Best 2fer

Lotus Shareef-Trudeau

English 3

Ms. Pahomov


In every language, one can find swear words that are a crucial part of the culture. People often use swear words at times of emotional peaks, when they’re stressed or extremely happy. Though many are taught that the use of curse words makes someone a bad person. Often when someone swears excessively it gives others a negative impression of their character, but the truth is curse words are extremely important to mental health. Swear words are essential to human expression because it is an immediate emotional release.

As people grow older, things like crying to let a build up of emotions out becomes less and less acceptable. Crying when angry, or frustrated, sad, even when overly happy, as an adult is frowned upon not only in America but in many other countries around the world as well, it is considered weak and childish. But people do need some kind of emotional release, and if it isn’t crying, it’s swearing. Most children are taught at an early age not to swear, that it is something bad. This gives people the ability to make a more powerful statement by breaking “the rules” demonstrating that they feel so much that they no longer care to stay within the confines of social etiquette. Geoff Nunberg, a linguist at the UC Berkeley School of Information and the leading linguist contributor on NPR’s Fresh Air, wrote an article about swearing and stated that, “Swear words don't describe your feelings; they manifest them.” He says that, “the basic point of swearing is to demonstrate that your emotions have gotten the better of you and trumped your inhibitions.” By the way Nunberg describes it, swearing is a release of emotions, it acts as a valve to let off the pressure of feelings, that otherwise might build up and be a hit to one’s emotional well being.

In the human brain, curse words have a special place. They are not processed in the usual section of the brain that any other words are, the anterior speech area, or Broca’s area, instead they are sent to the limbic system, “a collection of deep brain regions which are responsible for processing emotions, certain automatic drives and habits, and even aspects of learning.” An article on Northwestern University’s science magazine, Helix, talks about where in the brain curse words are processed and what that says about them. “Swearing has an undeniable emotional component – some scientists argue that swearing is more about expressing an emotional state than articulating an actual linguistic idea. In the same vein, cursing is also considered a kind of automatic speech, as it is often used to fill space between thoughts or ideas.“ Cursing is more a communication of emotion than of ideas. This is evident in the fact that, unlike any other words, swear words live in the same parts of the brain as one’s emotions. Though people are taught to use them scarcely, restricting swearing entirely would be like telling people that they can’t feel frustration, or anger, it is impossible and unhealthy. People will always gravitate towards using words that are taboo in their culture to let off pressure because it helps them to deal with overloads of emotion.

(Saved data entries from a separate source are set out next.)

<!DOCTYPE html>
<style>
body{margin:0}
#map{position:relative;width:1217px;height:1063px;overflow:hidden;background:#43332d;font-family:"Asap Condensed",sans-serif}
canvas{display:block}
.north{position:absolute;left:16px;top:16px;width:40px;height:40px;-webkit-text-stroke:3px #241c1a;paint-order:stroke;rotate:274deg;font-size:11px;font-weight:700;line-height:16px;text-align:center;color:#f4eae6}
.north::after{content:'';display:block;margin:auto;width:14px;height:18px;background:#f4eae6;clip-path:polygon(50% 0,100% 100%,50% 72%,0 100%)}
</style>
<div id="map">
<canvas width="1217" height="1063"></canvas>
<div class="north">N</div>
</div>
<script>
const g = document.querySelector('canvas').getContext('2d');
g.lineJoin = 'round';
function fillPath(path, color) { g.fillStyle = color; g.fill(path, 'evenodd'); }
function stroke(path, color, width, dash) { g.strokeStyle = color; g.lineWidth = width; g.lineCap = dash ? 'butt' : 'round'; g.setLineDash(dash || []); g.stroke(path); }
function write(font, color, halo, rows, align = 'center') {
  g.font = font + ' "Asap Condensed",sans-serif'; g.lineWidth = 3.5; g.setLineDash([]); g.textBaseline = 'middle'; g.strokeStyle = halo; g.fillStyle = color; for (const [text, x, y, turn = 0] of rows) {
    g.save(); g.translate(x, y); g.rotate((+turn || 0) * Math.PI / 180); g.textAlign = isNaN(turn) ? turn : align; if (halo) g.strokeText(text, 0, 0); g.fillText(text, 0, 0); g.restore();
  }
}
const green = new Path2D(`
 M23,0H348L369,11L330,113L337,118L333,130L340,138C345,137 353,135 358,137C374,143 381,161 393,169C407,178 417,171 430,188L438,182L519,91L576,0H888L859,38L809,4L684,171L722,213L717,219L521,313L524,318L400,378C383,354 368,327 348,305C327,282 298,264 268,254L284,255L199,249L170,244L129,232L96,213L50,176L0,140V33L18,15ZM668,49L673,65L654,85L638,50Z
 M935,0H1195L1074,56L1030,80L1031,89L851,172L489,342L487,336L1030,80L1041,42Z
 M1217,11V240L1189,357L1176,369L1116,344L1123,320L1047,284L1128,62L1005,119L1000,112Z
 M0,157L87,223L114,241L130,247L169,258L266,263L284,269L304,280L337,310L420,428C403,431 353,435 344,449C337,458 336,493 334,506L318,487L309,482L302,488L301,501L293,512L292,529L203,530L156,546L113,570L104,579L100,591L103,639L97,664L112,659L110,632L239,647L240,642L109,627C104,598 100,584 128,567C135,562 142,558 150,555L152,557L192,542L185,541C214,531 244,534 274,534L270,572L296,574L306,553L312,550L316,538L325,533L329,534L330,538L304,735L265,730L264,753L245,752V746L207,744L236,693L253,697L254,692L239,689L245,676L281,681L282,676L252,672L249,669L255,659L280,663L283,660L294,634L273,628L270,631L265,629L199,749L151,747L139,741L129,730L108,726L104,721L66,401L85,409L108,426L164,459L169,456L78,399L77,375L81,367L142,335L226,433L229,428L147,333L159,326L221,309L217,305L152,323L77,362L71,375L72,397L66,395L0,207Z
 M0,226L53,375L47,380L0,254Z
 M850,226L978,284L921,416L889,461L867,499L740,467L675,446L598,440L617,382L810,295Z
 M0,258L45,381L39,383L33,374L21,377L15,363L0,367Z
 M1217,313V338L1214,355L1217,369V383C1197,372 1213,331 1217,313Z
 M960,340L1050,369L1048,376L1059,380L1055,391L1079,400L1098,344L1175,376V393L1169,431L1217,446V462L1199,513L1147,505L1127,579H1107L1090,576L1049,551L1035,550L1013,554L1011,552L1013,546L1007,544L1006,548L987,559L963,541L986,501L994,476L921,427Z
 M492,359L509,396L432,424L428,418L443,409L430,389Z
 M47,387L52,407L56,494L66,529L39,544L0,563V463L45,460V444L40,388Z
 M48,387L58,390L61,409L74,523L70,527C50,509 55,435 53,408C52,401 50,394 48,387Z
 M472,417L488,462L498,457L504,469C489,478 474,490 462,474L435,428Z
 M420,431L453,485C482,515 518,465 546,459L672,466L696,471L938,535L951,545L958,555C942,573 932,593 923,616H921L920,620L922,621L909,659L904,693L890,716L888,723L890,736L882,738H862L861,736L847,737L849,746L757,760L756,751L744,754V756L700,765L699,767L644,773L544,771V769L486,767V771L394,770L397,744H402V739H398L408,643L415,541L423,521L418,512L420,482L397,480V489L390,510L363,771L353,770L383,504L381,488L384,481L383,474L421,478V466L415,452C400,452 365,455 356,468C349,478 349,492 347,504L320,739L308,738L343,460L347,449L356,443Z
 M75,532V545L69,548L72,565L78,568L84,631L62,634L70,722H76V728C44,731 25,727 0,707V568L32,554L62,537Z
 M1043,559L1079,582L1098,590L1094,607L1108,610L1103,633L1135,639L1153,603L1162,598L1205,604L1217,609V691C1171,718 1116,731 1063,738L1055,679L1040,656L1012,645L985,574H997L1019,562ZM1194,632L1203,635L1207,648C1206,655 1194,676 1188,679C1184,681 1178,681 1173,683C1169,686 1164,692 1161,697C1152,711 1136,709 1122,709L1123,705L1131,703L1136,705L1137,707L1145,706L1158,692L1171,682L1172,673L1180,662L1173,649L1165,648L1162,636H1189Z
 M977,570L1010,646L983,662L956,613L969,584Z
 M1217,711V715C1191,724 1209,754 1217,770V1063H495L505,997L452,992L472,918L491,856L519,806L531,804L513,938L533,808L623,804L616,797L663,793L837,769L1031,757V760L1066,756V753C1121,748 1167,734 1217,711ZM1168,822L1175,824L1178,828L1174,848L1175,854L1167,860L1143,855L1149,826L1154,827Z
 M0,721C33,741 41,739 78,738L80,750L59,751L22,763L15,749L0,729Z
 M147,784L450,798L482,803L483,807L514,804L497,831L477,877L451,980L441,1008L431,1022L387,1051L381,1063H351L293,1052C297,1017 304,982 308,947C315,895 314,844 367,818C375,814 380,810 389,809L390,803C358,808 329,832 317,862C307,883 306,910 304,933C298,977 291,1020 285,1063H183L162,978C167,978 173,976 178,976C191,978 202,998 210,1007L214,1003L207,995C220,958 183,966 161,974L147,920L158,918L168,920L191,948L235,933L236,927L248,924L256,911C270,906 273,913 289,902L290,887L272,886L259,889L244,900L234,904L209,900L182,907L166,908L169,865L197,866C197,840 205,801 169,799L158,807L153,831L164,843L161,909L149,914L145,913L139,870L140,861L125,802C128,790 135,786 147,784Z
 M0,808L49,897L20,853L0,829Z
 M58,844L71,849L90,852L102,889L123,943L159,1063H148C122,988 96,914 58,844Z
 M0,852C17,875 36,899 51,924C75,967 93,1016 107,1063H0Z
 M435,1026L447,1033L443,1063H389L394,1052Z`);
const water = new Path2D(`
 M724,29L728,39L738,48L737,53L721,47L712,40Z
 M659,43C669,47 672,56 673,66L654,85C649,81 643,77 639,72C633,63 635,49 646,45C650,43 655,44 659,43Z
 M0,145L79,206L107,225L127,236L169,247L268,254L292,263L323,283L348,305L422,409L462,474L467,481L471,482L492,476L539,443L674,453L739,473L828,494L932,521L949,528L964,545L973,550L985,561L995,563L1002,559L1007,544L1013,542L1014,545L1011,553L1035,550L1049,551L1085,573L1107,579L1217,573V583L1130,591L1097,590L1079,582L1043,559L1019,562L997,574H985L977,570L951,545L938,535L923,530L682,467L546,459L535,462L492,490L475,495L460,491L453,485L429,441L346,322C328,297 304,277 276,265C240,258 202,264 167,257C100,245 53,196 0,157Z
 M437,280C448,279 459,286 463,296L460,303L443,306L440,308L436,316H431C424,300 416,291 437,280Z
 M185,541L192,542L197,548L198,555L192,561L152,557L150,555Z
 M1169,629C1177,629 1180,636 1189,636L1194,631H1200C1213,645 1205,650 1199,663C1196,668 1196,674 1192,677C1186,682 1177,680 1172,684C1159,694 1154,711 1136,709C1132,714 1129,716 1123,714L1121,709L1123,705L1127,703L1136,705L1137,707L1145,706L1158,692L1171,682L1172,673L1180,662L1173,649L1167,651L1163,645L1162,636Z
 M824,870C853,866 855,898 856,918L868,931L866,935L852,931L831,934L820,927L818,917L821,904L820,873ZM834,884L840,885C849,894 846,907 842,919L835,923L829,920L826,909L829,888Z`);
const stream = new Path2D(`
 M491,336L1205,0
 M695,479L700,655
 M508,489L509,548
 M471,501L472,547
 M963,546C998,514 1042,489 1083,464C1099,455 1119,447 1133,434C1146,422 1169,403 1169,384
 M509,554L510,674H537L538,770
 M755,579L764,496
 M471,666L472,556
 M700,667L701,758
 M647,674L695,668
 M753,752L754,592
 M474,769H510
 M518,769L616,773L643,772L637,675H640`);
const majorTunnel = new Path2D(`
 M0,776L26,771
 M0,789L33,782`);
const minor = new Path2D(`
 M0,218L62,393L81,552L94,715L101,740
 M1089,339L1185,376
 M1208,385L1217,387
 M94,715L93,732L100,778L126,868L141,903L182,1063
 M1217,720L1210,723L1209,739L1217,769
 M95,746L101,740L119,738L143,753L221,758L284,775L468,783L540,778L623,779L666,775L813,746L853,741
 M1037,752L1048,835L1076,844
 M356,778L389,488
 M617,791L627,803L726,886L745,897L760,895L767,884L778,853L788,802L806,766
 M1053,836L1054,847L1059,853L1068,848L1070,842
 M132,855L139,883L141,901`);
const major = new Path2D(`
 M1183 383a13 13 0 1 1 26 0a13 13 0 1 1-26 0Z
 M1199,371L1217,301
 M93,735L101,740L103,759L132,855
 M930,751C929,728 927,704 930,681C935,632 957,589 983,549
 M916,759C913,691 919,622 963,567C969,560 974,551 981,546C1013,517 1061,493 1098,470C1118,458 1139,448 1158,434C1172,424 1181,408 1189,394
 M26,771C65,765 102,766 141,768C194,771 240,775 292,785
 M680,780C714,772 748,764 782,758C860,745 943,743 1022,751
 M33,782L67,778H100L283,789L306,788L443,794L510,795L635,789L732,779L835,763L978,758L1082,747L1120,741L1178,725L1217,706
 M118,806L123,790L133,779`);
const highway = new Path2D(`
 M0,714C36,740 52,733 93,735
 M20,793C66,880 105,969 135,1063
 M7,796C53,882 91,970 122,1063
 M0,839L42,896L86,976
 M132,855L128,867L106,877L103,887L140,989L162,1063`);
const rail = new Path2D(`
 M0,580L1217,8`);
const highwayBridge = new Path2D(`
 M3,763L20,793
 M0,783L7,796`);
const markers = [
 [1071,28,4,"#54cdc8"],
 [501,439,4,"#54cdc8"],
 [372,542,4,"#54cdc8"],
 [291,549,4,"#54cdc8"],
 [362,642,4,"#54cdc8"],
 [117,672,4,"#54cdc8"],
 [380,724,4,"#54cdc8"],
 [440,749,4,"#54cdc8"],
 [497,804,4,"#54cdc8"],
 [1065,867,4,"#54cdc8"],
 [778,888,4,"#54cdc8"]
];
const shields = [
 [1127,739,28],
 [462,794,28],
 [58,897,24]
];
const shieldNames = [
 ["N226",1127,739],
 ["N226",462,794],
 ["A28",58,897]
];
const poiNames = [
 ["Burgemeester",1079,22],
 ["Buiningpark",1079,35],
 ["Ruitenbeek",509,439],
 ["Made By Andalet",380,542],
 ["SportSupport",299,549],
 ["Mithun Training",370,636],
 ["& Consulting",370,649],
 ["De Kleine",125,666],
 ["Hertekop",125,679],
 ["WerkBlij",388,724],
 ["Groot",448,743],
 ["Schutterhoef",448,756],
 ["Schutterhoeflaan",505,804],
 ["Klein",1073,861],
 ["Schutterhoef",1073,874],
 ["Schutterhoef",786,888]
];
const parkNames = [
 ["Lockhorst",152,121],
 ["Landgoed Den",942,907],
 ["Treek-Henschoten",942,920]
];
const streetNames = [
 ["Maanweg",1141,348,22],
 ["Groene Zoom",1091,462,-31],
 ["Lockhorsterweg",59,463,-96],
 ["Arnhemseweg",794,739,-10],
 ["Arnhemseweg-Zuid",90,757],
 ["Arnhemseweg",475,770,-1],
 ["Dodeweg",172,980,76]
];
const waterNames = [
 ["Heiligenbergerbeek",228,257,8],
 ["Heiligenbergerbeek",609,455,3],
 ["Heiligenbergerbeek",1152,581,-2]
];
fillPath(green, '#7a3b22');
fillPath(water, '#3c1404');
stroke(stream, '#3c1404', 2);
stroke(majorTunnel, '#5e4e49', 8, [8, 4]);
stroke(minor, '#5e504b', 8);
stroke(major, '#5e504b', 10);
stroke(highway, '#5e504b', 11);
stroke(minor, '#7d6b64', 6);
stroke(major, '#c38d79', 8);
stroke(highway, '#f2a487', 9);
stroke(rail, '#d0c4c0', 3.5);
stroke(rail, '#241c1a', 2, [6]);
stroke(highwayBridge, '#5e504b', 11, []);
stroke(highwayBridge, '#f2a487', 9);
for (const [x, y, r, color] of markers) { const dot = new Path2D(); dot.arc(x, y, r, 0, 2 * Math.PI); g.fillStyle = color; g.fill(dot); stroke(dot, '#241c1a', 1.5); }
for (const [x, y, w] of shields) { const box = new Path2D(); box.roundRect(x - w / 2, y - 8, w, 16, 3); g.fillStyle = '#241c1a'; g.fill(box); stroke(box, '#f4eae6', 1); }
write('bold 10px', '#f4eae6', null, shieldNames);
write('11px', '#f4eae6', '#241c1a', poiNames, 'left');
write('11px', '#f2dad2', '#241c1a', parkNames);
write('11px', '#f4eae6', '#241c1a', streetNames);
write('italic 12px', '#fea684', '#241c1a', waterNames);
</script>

Though curse words get a bad rap, they are necessary. They have always existed and are not going away anytime soon. They relay emotion when used and can convey the serious of a situation or show how much passion a person feels for something. The fact that curse words are considered unacceptable, provides the possibility for them to be used cathartically. If there were not the invisible “rules” put in place in societies against swearing it would not be as powerful when someone broke those rules and therefore it would no longer be as effective a tool to release those built up emotions. Not only is cursing necessary but the reinforced knowledge that one is not "supposed" to curse is also necessary in a society for people to maintain their emotional health.

Works Cited

Clark, Josh , and Charles Bryant. "How Swearing Works." Audio blog post. Stuff You Should Know.

HowStuffWorks, 20 Apr. 2017. Web. 26 Apr. 2017. <>.

Roache, Rebecca. "Where does swearing get its power – and how should we use it? – Rebecca

Roache | Aeon Essays." Aeon. Aeon, 26 Apr. 2017. Web. 26 Apr. 2017. <>.

Nunberg, Geoff. "Swearing: A Long And #%@&$ History." NPR. NPR, 11 July 2012. Web. 26 Apr.

2017. <>.

"BBC - Future - The surprising benefits of swearing." BBC News. BBC, n.d. Web. 26 Apr. 2017.


Kloet, Jim. "A Special Place in the Brain for Swearing" Helix Magazine. Northwestern University, 18

Feb. 2013. Web. 28 Apr. 2017. <>.

Why this is my best possible 2fer:

In the past I have struggled to make my essay theses debateable. On many occasions they have read more like a research paper than a persuasive essay. This 2fer in particular is better than my previous 2fers because the point I am arguing is more subjective and therefore more debateable, which makes for a better and more interesting essay.